■ Required action
Which lines mention "linecap"? Show each one from the listing.

..............................

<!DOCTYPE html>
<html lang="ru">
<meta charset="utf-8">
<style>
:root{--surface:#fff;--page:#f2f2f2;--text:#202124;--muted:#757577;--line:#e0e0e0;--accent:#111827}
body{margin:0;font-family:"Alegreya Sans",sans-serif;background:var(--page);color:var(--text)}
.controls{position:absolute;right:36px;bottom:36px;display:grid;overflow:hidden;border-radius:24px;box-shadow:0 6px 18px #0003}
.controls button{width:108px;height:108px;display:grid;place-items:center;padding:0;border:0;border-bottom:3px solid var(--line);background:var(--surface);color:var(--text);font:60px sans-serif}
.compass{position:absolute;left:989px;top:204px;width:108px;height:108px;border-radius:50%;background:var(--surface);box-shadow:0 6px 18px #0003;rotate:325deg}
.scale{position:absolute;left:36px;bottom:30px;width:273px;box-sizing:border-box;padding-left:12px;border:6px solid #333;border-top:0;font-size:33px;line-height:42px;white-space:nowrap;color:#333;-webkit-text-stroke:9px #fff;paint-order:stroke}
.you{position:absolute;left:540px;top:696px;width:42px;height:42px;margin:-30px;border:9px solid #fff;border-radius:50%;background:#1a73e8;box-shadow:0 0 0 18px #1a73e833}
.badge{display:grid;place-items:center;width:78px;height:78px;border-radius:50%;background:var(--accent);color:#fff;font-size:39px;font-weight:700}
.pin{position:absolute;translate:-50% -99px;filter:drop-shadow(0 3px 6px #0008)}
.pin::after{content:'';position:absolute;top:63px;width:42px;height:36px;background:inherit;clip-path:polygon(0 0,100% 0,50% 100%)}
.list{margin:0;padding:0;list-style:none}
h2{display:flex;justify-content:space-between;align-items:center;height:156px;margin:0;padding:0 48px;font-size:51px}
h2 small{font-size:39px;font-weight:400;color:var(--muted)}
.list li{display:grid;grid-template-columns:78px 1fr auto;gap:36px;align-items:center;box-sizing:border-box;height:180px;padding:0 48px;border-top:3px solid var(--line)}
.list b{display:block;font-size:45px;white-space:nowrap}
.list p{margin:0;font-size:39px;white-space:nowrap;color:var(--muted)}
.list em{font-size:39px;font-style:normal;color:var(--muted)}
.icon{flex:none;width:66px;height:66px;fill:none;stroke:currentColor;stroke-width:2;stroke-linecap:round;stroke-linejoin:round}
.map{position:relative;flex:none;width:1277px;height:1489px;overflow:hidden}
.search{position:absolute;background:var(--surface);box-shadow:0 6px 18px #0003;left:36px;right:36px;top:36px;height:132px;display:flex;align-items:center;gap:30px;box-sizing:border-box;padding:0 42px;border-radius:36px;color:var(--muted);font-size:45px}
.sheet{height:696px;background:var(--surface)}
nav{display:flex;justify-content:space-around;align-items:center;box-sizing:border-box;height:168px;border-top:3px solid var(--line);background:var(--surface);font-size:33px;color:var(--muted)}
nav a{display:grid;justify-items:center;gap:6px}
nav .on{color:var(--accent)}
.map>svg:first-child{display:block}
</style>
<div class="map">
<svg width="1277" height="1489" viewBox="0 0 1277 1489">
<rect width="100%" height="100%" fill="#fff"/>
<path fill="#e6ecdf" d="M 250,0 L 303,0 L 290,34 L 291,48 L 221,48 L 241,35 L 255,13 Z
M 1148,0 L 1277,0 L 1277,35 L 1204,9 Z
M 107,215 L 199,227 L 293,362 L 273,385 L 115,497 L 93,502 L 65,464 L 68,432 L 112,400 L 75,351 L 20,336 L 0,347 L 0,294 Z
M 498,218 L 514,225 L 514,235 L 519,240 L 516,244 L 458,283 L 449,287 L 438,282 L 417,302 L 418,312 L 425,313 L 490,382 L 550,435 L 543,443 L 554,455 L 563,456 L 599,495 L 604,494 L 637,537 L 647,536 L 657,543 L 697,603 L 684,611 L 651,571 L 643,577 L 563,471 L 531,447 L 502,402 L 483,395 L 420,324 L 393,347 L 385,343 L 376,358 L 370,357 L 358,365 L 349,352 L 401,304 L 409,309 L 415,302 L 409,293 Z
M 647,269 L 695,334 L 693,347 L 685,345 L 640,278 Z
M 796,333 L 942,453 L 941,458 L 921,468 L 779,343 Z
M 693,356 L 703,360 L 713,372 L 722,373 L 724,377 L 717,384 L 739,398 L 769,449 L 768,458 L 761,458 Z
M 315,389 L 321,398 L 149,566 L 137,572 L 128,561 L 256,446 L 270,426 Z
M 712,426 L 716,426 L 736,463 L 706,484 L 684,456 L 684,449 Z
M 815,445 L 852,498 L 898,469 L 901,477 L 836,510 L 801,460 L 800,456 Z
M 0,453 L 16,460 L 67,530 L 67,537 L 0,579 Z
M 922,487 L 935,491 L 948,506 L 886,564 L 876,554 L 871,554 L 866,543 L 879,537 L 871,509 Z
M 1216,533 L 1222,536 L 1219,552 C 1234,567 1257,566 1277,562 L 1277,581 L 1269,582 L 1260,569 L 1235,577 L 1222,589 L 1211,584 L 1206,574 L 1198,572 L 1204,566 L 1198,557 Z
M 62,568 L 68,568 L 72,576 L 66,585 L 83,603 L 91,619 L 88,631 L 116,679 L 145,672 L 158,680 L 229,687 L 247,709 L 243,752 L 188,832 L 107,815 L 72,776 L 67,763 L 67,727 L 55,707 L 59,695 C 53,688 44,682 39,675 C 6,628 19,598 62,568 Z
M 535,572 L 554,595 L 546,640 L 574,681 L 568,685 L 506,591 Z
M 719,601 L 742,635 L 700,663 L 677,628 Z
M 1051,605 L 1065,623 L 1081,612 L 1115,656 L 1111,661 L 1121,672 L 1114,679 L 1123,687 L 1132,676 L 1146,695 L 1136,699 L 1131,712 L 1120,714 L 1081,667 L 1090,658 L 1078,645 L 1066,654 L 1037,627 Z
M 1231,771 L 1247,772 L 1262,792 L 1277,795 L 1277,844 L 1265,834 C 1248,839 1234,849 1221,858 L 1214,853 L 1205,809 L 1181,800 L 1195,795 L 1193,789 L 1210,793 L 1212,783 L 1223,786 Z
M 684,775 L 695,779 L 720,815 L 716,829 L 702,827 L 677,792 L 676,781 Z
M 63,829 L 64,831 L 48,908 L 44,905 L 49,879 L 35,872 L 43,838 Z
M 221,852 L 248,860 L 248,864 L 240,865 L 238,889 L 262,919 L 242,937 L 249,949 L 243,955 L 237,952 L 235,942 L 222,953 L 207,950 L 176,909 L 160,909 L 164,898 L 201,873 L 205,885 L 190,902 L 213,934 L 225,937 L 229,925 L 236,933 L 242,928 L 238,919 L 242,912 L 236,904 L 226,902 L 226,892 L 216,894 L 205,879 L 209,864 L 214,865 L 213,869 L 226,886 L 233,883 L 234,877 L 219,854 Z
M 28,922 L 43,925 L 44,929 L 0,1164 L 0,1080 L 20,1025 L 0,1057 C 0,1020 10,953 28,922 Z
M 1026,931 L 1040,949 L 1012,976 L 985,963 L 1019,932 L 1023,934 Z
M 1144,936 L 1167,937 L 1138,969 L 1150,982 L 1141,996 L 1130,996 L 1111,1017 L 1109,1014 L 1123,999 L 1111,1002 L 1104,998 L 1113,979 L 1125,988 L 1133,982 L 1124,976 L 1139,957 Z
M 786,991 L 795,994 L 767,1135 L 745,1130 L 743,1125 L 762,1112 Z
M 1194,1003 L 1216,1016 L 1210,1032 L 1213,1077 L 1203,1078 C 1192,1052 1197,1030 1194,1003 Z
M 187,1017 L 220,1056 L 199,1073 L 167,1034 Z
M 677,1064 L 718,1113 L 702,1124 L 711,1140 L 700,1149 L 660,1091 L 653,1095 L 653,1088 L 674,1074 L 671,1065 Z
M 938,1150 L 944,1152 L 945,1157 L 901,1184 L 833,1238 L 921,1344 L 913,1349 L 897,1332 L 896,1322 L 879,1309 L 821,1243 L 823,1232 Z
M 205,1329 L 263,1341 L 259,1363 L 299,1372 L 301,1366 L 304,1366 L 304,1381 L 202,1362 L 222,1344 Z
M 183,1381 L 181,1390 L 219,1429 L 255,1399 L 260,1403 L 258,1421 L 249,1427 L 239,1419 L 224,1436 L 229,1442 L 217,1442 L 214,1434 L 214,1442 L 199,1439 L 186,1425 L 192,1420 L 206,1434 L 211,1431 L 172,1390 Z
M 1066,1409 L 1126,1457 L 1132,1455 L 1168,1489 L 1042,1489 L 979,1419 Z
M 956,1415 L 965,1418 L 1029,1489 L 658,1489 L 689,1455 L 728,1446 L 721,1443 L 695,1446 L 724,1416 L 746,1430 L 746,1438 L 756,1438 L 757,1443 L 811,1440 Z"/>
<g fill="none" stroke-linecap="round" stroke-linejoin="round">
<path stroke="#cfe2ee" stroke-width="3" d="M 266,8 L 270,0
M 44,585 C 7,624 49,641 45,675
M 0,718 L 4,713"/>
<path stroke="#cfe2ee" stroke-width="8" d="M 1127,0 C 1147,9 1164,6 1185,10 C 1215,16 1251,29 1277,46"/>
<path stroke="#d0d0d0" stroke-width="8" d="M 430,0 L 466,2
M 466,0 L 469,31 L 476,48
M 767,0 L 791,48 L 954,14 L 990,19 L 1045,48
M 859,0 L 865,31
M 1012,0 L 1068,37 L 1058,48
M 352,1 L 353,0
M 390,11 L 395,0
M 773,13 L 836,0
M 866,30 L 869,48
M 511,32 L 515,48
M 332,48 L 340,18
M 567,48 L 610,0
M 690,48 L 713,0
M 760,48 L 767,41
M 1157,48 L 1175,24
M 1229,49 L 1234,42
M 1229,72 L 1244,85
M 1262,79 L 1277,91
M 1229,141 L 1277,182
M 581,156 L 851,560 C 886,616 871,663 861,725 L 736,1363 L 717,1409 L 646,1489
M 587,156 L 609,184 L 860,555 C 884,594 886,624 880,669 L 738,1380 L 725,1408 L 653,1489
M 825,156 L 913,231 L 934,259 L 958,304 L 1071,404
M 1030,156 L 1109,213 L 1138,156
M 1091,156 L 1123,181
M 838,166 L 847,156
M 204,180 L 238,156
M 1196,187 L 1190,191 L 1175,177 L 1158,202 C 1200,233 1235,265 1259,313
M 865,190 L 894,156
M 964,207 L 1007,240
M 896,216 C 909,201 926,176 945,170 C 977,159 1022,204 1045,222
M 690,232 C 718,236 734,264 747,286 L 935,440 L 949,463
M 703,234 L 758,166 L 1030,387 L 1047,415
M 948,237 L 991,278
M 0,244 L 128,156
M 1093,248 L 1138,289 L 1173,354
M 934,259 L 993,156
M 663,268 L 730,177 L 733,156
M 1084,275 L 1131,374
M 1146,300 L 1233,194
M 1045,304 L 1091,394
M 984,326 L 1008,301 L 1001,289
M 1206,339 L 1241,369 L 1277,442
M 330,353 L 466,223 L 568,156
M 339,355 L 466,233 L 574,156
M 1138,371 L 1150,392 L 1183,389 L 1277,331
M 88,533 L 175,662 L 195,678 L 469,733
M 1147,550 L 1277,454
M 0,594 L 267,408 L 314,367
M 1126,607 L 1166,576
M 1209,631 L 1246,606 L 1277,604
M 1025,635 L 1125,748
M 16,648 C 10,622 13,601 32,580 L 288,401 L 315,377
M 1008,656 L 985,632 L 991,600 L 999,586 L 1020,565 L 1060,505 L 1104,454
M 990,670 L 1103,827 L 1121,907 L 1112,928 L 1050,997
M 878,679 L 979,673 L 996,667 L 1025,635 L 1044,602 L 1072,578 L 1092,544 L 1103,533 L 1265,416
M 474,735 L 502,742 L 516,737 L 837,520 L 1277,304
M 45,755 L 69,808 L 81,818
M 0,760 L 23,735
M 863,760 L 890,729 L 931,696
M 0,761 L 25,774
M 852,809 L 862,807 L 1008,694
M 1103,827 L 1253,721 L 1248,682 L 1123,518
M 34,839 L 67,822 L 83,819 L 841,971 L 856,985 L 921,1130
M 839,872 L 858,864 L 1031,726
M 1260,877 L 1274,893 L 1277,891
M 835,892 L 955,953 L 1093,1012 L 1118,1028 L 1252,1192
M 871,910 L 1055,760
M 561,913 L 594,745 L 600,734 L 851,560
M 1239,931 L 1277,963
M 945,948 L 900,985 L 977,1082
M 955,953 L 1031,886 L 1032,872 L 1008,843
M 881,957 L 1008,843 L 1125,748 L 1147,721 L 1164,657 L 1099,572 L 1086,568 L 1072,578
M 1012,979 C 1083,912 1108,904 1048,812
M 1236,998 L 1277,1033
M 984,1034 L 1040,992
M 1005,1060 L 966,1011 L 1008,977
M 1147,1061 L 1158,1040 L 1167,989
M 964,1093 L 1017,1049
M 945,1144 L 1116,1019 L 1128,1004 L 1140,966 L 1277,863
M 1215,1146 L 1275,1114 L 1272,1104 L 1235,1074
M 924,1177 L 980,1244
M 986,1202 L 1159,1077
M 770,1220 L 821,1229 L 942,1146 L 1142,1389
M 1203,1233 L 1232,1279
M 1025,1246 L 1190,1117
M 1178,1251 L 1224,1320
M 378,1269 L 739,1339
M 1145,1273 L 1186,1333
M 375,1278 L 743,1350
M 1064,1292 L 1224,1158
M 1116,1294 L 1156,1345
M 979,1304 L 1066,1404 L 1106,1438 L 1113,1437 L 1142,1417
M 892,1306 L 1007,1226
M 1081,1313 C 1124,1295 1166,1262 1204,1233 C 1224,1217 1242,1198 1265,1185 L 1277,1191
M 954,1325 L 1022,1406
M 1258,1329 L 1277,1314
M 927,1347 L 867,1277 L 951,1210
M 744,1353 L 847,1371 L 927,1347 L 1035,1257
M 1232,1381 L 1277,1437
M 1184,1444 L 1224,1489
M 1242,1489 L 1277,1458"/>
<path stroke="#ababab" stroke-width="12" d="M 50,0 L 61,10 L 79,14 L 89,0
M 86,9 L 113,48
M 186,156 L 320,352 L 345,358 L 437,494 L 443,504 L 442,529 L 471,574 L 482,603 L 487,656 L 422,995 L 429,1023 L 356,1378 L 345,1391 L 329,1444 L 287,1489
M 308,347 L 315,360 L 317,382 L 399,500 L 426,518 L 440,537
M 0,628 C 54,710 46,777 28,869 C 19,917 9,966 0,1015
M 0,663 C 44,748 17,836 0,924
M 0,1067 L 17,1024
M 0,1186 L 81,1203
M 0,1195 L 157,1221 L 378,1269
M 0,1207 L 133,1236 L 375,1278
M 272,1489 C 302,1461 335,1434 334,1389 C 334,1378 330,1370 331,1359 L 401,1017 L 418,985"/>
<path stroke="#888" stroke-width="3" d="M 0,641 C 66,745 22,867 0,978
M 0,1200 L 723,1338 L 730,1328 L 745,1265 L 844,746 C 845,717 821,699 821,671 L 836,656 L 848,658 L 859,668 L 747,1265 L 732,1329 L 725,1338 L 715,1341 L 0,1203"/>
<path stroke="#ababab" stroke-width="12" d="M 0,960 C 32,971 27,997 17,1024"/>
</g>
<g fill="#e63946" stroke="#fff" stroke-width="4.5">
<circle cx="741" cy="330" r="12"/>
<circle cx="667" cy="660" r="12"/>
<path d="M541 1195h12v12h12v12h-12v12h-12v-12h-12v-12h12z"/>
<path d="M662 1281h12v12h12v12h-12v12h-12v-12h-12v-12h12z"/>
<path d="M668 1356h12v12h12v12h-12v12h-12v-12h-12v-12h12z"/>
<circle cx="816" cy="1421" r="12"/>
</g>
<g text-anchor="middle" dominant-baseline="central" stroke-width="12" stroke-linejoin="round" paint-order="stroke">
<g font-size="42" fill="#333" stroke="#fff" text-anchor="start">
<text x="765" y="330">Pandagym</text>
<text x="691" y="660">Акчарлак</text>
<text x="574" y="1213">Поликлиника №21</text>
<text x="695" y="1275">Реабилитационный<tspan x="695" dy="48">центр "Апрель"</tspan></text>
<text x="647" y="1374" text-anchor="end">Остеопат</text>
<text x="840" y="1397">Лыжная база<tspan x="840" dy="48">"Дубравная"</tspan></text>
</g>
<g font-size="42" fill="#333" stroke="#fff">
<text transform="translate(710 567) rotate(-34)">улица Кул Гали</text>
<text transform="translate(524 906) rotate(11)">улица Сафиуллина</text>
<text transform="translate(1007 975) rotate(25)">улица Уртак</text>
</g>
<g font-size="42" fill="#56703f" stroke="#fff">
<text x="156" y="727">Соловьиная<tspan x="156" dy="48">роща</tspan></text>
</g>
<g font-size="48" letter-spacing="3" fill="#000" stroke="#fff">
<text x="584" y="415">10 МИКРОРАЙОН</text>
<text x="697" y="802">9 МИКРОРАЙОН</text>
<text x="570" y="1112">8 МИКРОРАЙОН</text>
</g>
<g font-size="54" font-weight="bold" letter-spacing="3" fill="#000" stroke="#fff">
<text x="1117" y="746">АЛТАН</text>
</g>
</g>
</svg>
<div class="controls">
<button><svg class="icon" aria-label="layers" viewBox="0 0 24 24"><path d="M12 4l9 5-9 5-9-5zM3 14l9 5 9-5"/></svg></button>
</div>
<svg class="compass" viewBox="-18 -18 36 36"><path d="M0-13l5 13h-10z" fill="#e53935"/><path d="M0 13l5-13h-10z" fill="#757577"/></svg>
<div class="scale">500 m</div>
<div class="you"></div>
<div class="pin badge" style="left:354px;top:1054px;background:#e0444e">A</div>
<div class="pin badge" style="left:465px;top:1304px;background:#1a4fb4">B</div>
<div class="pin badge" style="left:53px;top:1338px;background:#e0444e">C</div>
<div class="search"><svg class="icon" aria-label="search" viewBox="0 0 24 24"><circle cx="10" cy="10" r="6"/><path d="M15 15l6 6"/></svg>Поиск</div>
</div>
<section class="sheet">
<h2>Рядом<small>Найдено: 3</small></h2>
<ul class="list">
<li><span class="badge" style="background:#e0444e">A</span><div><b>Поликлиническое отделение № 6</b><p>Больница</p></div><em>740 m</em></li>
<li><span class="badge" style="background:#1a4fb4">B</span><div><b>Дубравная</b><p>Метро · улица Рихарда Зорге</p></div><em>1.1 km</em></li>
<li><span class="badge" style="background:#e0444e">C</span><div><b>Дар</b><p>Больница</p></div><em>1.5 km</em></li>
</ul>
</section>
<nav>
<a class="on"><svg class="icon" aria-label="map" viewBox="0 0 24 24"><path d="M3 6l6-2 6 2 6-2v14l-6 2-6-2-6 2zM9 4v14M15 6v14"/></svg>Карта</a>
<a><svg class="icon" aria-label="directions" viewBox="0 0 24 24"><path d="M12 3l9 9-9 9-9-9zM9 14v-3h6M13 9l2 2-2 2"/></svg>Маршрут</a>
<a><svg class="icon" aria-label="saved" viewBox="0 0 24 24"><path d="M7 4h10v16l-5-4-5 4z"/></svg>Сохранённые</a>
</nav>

..............................

■ Response to this task
.icon{flex:none;width:66px;height:66px;fill:none;stroke:currentColor;stroke-width:2;stroke-linecap:round;stroke-linejoin:round}
<g fill="none" stroke-linecap="round" stroke-linejoin="round">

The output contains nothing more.